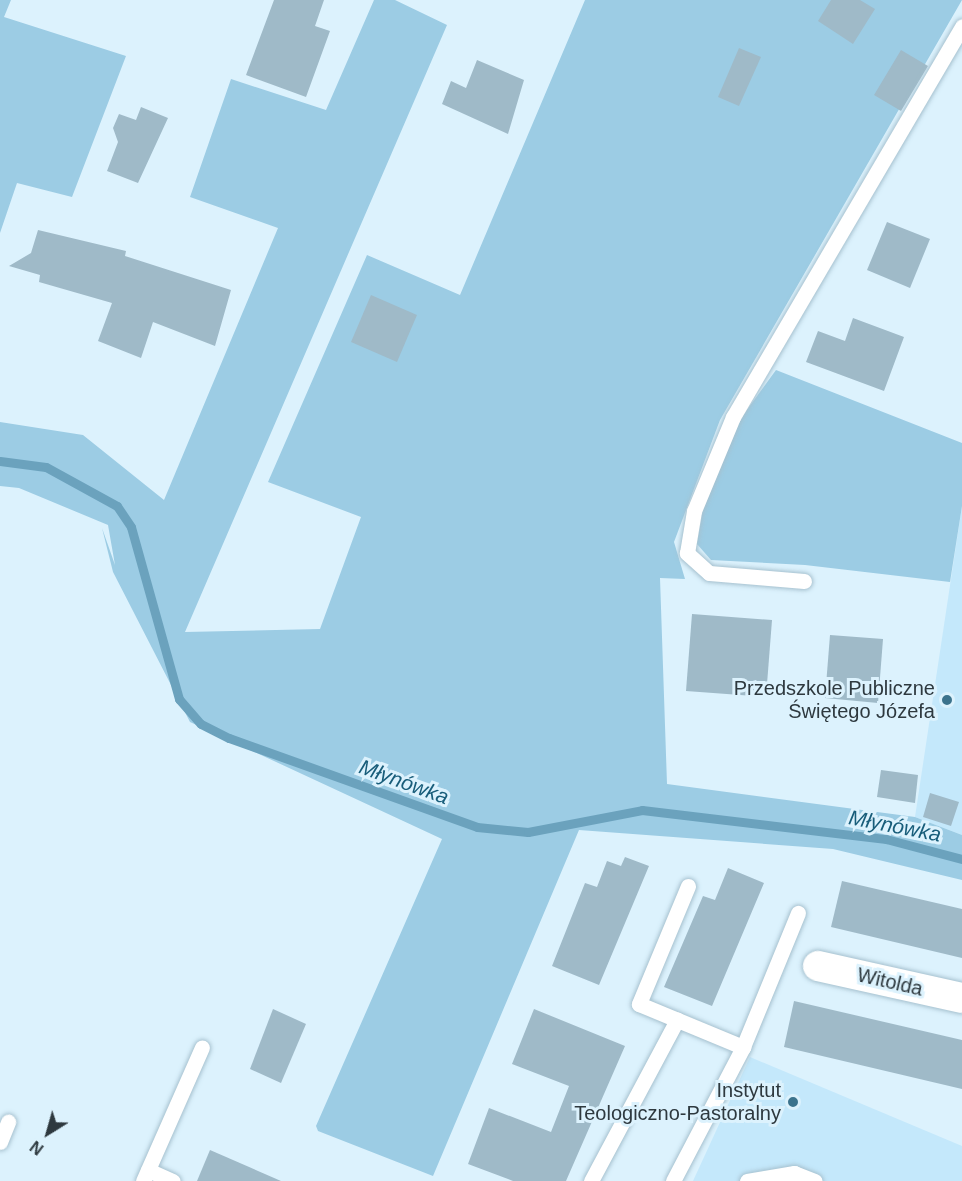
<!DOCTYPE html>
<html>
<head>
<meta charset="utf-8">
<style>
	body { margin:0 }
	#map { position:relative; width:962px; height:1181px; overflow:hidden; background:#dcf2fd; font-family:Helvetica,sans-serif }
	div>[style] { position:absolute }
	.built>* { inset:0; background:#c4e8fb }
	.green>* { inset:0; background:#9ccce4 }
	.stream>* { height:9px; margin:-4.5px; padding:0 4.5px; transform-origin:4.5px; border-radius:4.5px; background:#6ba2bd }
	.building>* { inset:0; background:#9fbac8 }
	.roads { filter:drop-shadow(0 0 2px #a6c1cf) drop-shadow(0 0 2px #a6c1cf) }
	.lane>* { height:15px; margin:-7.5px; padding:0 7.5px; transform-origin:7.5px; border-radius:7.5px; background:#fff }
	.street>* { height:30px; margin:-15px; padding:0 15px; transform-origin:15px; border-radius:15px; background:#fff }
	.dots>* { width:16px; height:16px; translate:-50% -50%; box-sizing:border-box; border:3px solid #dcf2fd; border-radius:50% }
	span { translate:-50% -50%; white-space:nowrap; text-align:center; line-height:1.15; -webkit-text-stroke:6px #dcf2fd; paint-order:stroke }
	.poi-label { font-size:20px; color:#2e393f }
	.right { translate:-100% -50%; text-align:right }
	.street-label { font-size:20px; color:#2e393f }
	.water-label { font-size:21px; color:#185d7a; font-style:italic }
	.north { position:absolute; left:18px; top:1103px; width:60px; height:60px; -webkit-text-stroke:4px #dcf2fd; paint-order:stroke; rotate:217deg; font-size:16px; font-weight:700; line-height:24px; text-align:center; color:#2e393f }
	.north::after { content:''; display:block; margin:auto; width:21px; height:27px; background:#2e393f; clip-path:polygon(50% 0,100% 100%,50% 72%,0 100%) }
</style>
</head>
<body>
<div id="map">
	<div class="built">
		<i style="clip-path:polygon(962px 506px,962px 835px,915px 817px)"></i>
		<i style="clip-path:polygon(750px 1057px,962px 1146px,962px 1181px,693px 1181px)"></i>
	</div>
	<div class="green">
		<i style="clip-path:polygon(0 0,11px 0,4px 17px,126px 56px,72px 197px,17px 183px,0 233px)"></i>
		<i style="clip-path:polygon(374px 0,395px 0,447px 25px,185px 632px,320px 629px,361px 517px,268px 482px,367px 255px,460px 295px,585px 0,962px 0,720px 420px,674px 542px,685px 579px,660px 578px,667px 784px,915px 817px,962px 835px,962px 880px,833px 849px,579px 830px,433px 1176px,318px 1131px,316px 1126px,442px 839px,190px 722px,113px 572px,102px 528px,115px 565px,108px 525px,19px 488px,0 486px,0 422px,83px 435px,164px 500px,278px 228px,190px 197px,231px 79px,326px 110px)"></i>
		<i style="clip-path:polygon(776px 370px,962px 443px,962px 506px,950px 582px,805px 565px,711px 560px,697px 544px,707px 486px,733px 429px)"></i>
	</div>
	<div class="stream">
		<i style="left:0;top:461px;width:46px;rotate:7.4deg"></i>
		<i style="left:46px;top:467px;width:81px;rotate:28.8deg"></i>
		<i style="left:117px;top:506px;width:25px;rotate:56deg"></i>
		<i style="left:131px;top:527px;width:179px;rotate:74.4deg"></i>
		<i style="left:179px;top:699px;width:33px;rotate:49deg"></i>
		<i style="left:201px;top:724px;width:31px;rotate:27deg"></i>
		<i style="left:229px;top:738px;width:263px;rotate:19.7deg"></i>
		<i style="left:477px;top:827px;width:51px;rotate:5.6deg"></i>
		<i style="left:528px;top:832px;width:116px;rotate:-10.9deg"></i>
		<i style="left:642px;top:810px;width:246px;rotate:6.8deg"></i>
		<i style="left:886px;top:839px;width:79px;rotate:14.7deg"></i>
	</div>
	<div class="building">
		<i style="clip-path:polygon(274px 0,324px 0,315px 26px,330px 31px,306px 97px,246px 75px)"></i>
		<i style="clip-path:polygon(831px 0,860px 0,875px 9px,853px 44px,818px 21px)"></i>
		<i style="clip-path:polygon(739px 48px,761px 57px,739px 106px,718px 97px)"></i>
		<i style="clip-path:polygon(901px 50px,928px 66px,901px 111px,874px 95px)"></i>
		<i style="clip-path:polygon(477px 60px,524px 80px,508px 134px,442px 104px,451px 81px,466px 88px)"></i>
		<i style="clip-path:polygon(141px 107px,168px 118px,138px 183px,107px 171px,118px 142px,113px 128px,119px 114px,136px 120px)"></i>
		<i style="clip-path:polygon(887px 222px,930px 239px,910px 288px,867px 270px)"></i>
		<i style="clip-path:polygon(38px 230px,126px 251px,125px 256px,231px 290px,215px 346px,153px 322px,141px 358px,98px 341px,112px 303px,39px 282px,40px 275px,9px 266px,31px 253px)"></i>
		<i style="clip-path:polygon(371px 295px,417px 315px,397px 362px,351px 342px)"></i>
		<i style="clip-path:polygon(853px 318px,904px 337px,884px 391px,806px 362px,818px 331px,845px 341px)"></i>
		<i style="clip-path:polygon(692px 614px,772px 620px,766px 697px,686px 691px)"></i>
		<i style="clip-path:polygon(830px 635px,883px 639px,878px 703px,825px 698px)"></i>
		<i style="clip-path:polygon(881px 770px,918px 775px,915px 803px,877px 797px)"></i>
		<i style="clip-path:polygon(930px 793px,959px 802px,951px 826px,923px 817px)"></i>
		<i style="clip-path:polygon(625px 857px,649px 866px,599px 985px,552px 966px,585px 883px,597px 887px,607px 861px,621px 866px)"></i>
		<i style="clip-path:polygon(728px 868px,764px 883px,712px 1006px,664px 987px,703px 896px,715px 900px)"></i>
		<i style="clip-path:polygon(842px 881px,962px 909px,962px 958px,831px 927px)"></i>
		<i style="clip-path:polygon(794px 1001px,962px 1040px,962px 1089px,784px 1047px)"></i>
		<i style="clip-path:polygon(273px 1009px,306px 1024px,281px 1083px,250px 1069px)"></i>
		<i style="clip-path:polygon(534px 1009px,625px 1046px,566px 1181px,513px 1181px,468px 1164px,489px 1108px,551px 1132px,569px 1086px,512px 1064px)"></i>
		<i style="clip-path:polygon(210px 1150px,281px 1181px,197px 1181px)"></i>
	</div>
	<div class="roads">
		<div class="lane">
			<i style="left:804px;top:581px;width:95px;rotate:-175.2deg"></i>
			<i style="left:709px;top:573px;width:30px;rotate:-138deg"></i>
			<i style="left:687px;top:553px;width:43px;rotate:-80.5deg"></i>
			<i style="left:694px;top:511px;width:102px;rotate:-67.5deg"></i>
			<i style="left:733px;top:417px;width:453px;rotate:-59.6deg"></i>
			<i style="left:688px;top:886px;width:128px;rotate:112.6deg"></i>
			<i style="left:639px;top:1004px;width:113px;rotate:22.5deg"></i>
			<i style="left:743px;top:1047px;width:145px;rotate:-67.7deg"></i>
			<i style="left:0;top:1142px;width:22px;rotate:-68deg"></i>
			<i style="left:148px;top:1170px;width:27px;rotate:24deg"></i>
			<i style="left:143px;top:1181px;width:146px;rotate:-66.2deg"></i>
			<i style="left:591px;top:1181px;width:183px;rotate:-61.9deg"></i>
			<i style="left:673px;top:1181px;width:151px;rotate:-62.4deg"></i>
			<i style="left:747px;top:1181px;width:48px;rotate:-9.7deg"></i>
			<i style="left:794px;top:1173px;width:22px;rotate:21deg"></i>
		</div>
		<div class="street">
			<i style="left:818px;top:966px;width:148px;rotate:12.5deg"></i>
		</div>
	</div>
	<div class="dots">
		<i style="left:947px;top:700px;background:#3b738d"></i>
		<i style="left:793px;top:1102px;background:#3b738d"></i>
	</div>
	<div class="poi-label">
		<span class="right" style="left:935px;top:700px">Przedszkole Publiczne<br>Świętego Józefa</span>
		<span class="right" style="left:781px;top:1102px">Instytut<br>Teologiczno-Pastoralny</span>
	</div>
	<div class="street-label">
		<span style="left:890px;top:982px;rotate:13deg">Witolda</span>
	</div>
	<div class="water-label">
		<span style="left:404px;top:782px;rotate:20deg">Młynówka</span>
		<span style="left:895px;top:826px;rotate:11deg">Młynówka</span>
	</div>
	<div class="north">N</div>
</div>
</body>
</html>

··········

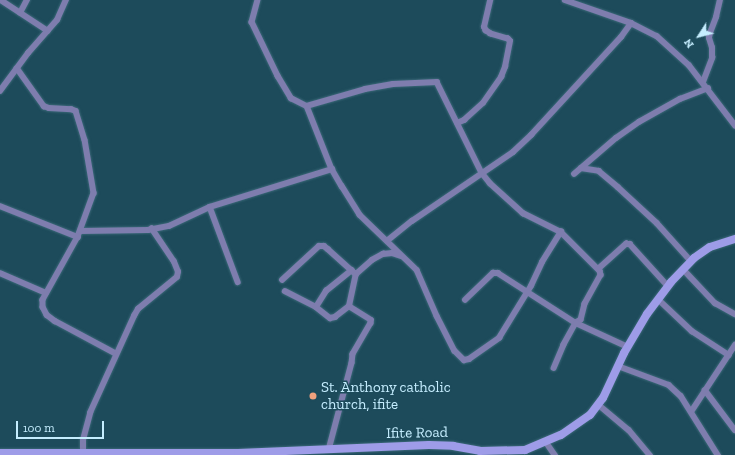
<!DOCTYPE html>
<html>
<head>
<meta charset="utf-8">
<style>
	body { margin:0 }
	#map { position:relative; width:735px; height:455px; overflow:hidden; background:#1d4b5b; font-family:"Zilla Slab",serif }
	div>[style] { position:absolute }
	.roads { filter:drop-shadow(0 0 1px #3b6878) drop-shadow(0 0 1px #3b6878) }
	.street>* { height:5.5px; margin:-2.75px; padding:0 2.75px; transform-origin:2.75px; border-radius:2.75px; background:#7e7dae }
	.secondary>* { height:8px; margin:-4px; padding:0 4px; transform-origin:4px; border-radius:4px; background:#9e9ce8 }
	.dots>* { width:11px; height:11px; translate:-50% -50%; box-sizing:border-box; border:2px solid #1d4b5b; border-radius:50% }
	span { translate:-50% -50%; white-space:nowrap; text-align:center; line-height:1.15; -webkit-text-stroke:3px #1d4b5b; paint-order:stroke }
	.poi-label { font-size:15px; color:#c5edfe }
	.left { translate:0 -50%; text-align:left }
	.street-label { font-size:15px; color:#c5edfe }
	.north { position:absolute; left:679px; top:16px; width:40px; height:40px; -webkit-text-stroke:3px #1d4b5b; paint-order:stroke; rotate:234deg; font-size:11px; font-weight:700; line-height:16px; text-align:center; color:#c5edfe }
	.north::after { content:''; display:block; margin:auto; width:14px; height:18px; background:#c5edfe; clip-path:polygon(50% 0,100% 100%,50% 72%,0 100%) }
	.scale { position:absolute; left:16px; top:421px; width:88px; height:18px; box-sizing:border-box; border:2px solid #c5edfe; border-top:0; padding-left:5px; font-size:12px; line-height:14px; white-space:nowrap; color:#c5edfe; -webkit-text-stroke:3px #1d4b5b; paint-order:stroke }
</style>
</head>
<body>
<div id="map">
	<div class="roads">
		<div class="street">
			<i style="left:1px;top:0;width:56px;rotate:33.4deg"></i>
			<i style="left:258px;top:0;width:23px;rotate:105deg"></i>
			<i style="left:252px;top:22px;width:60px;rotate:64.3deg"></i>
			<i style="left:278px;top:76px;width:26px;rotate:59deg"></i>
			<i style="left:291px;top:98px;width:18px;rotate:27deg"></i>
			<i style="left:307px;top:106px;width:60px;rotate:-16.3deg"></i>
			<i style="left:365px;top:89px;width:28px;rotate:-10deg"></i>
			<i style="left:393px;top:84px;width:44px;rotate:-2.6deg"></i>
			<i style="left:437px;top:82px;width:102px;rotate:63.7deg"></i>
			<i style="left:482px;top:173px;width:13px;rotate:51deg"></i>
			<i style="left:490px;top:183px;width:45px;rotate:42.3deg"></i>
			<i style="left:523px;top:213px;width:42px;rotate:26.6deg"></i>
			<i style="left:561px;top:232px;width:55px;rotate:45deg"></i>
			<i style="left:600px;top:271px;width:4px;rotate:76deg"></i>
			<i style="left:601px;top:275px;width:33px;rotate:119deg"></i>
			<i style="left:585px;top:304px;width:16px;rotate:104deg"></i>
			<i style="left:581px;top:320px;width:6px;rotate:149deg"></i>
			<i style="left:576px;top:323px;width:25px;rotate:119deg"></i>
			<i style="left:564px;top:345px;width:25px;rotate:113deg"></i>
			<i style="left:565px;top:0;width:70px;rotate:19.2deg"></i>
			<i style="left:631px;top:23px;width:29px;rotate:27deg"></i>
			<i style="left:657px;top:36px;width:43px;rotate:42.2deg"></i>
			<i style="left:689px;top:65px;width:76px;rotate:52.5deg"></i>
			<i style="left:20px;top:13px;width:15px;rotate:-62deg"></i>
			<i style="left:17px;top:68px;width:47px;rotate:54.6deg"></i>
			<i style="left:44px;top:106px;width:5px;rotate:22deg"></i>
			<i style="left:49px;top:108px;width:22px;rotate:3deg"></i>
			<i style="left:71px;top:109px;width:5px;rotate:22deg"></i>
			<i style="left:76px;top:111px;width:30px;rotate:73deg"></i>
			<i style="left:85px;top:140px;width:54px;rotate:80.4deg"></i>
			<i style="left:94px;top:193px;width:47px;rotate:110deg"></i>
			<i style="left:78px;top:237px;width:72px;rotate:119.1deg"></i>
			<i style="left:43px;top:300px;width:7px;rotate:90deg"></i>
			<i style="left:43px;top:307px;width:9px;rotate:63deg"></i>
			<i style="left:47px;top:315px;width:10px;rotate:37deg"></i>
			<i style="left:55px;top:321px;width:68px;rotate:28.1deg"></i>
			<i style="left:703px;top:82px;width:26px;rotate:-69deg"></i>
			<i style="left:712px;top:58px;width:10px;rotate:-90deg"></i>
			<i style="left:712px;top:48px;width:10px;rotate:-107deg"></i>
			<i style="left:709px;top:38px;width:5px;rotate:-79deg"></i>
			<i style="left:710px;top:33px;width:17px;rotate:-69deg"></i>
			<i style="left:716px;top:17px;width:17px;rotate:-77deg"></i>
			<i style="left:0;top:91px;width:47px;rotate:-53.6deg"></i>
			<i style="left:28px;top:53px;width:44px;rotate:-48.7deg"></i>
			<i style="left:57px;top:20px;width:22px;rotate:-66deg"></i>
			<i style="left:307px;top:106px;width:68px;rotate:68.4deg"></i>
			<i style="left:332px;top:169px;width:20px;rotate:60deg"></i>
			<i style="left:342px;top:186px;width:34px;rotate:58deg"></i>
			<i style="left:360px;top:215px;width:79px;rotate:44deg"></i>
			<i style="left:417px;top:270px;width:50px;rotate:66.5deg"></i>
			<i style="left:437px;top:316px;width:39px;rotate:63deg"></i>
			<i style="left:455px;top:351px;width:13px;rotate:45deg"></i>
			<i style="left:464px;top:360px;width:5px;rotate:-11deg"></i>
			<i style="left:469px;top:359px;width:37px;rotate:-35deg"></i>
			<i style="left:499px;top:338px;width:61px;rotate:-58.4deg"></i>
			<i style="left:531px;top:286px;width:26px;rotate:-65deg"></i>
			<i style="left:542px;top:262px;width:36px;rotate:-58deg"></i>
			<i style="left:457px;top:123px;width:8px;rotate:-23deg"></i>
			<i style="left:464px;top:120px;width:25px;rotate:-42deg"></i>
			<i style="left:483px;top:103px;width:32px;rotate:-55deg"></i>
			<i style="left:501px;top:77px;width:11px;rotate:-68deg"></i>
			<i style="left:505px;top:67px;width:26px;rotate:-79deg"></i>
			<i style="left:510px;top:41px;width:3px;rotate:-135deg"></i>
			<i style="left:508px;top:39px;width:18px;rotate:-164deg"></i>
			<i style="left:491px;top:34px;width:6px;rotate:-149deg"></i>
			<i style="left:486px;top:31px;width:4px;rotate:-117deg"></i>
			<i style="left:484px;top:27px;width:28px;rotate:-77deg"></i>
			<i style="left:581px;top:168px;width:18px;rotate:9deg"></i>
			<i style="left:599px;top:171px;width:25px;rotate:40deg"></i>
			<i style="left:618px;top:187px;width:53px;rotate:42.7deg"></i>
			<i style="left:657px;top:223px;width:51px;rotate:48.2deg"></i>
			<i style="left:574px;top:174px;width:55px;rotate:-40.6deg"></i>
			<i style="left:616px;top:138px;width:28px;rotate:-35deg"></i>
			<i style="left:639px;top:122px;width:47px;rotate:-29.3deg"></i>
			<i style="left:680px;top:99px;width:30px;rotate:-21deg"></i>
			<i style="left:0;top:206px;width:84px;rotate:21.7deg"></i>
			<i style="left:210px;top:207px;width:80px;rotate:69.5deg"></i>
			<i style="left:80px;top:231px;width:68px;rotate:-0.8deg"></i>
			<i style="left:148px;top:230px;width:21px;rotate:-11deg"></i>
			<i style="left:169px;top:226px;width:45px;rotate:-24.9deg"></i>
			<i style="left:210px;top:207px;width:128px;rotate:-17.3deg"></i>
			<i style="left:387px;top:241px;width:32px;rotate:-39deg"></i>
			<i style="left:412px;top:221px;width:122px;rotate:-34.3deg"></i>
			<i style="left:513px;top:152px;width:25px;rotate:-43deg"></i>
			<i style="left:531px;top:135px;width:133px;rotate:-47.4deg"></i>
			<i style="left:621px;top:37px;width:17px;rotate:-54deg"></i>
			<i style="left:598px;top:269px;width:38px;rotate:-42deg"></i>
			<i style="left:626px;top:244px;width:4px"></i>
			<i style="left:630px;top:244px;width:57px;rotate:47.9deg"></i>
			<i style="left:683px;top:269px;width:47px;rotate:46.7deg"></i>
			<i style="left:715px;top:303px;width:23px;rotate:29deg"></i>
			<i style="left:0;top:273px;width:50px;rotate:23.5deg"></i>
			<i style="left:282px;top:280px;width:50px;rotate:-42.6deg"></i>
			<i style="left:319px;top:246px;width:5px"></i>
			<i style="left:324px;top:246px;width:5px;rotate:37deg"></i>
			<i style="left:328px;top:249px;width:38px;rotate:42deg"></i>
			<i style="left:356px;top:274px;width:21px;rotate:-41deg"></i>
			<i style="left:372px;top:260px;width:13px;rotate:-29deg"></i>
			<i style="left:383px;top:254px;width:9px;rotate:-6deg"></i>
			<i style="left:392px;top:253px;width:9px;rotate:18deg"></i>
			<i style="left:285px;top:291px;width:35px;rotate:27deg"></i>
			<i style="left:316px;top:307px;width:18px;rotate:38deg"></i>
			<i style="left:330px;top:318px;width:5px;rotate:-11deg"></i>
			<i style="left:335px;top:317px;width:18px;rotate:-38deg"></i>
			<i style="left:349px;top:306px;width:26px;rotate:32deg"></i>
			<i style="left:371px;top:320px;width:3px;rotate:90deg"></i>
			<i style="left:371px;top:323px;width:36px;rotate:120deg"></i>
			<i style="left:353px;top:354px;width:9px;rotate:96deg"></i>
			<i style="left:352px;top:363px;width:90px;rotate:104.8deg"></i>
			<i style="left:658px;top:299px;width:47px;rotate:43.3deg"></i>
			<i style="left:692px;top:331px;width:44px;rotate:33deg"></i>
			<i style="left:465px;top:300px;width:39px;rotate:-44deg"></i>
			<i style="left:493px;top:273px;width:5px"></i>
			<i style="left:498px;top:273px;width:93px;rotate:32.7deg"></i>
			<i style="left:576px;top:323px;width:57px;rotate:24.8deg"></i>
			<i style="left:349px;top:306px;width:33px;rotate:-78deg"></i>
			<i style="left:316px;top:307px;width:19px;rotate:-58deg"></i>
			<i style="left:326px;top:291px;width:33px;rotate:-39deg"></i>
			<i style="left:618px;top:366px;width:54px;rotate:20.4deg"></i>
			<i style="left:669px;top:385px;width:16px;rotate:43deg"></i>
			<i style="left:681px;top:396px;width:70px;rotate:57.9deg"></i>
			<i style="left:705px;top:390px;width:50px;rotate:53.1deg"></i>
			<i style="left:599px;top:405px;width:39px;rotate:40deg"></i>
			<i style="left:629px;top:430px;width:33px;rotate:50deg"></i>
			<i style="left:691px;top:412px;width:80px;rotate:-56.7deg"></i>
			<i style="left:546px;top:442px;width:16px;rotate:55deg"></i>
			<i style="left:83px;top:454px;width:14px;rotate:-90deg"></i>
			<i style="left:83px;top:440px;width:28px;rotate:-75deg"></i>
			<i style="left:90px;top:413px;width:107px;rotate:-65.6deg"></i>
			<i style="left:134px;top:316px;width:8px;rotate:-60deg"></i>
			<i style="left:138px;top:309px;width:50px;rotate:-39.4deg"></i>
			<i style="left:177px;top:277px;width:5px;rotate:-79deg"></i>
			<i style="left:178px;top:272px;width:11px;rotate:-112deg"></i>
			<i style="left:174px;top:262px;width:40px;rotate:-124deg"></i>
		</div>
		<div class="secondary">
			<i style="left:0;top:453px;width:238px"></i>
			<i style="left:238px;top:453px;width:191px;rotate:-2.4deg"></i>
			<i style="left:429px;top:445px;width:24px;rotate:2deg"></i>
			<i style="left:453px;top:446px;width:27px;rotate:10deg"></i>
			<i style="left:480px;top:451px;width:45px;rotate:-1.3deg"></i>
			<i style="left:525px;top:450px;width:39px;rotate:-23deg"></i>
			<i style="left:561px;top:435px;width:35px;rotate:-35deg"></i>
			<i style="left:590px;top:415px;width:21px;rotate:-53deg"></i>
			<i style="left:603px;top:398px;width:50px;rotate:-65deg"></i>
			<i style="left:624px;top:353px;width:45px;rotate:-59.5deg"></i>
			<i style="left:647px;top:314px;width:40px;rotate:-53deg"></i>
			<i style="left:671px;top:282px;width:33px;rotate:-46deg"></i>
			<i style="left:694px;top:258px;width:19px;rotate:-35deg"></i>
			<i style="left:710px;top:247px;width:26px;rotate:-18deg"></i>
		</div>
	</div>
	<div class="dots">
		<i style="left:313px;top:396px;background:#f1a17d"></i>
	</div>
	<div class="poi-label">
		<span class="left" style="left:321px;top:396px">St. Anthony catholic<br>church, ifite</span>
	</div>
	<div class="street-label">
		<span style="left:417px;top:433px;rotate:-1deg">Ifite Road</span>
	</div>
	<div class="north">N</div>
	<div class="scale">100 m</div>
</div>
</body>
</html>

··········

* _Exercise_: Your answer should be only a number: how many lines in the records hold the word "lane".

* _Response_: 2